C. Il pattern abituale determina disagio clinicamente significativo o compromissione del funzionamento in ambito sociale, lavorativo o in altre aree importanti.
D. Il pattern è stabile e di lunga durata, e l’esordio può essere fatto risalire almeno all’adolescenza o alla prima età adulta.
E. Il pattern abituale non risulta meglio giustificato come manifestazione o conseguenza di un altro disturbo mentale.
F. Il pattern abituale non è attribuibile agli effetti fisiologici di una sostanza (es. sostanza di abuso o farmaco) o di un’altra condizione medica (es. trauma cranico) (DSM 5, pg. 749).

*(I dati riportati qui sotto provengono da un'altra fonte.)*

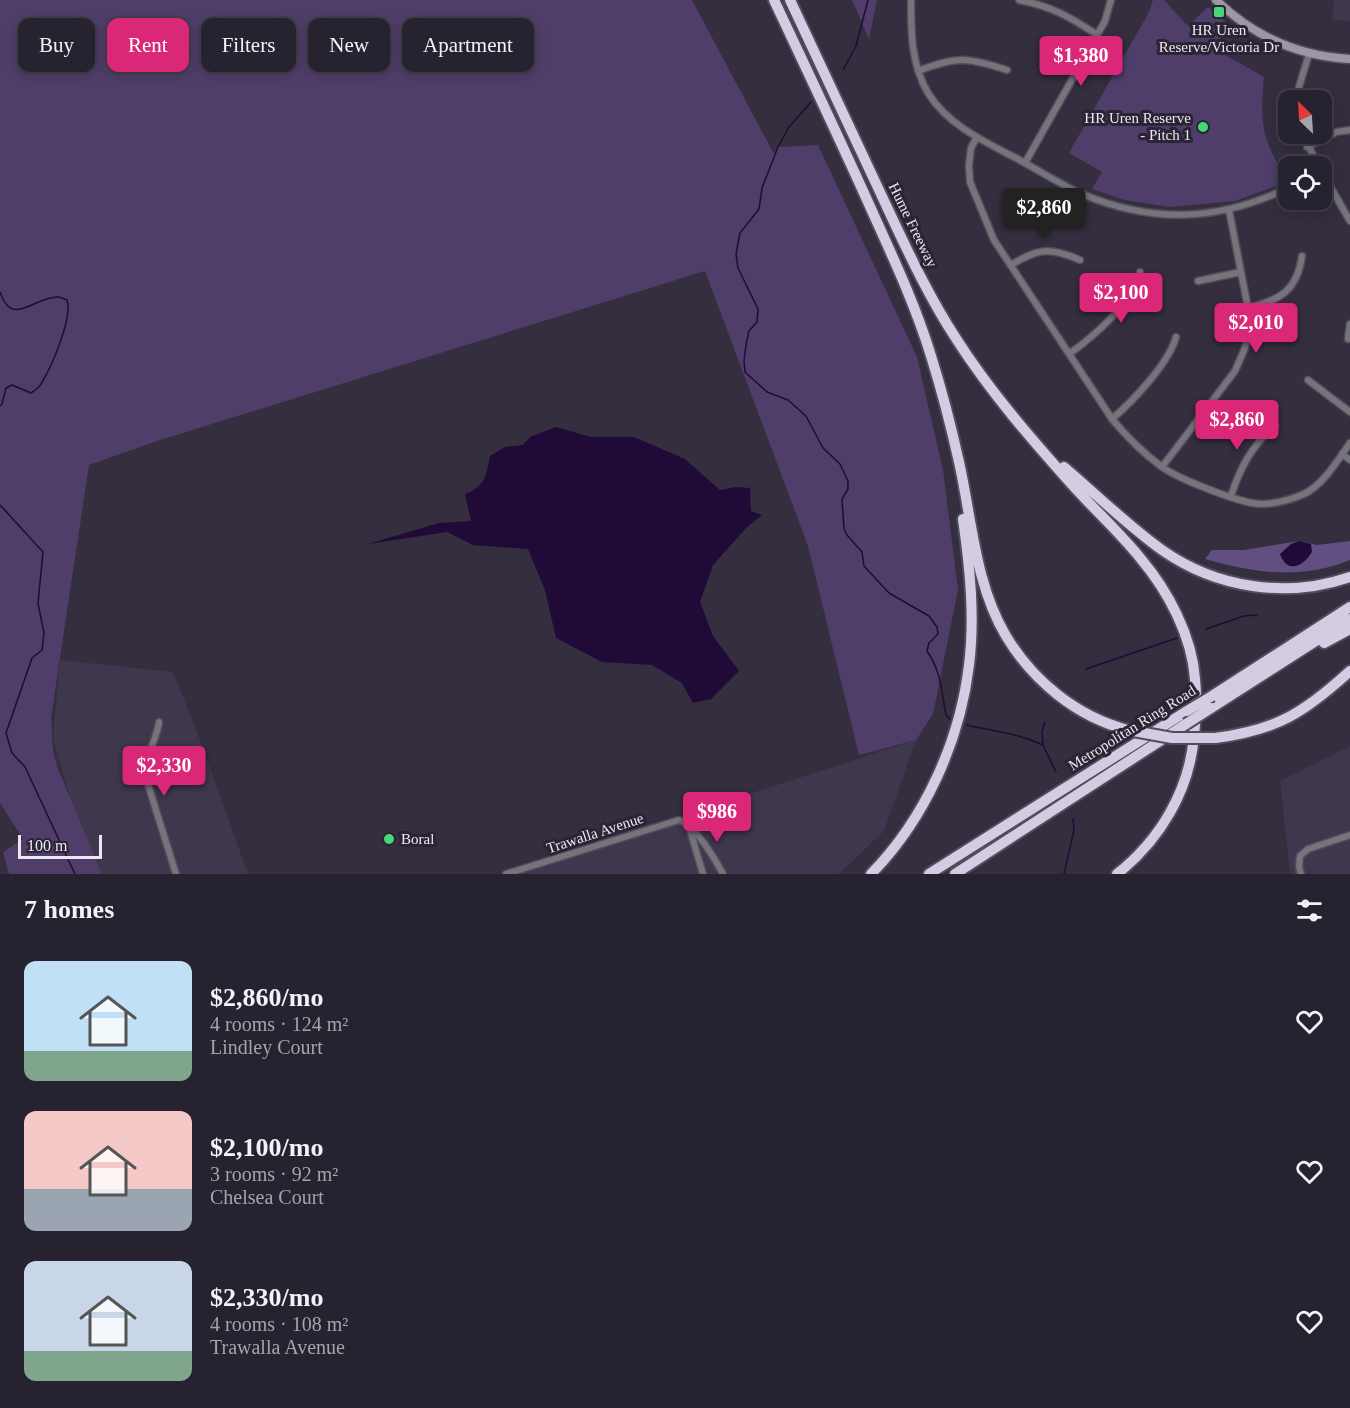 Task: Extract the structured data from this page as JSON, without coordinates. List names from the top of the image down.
{
  "streets": {
    "highway": ["Hume Freeway", "Metropolitan Ring Road"],
    "street": ["Trawalla Avenue"]
  },
  "places": {
    "transit": ["HR Uren Reserve/Victoria Dr"],
    "other": ["HR Uren Reserve - Pitch 1", "Boral"]
  },
  "scale_bar": "100 m",
  "north": "top left",
  "page": {
    "chip": [
      "Buy",
      "Rent",
      "Filters",
      "New",
      "Apartment"
    ],
    "price": [
      "$1,380",
      "$2,860",
      "$2,100",
      "$2,010",
      "$2,860",
      "$2,330",
      "$986"
    ],
    "scale": "100 m",
    "heading": "7 homes",
    "list": [
      {
        "name": "$2,860/mo",
        "note": "4 rooms · 124 m² · Lindley Court"
      },
      {
        "name": "$2,100/mo",
        "note": "3 rooms · 92 m² · Chelsea Court"
      },
      {
        "name": "$2,330/mo",
        "note": "4 rooms · 108 m² · Trawalla Avenue"
      }
    ]
  }
}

I tratti di personalità sono pattern costanti di percepire, rapportarsi e pensare nei confronti dell’ambiente e di se stessi, che si manifestano in un ampio spettro di contesti sociali e personali. Soltanto quando i tratti sono rigidi e disadattivi, e causano una significativa compromissione funzionale o un disagio soggettivo, denotano disturbi di personalità (DSM 5, pg. 749).
I Disturbi di Personalità vengono definiti egosintonici: non viene esperita alcuna sofferenza soggettiva o dubbio rispetto alle proprie modalità di percepire gli altri e se stessi, nonché di relazionarsi all’ambiente. Essendo i vari disturbi di personalità accomunati da tratti psicopatologici, spesso può essere diagnosticato più di un disturbo nello stesso soggetto (Caviglia G., 2007).
In base a criteri di somiglianza, i 10 disturbi di personalità sono raggruppati in 3 CLUSTER:
CLUSTER A comprende i disturbi PARANOIDE, SCHIZOIDE, SCHIZOTIPICO accomunati da comportamenti strani, bizzarri ed eccentrici, dalla difficoltà nell’esprimere le emozioni, dalla freddezza emotiva e dal distacco (Othmer, Othmer, 1999)
CLUSTER B comprende i disturbi BORDERLINE, NARCISISTICO, ISTRIONICO e ANTISOCIALE, caratterizzati da comportamenti melodrammatici, amplificativi, emotivi e imprevedibili (Dsm 5; Caviglia G., 2007)
CLUSTER C comprende i disturbi EVITANTE, DIPENDENTE e OSSESSIVO-COMPULSIVO accomunati, principalmente, dalla prevalenza delle emozioni di ansia e paura (Dsm 5; Caviglia G., 2007).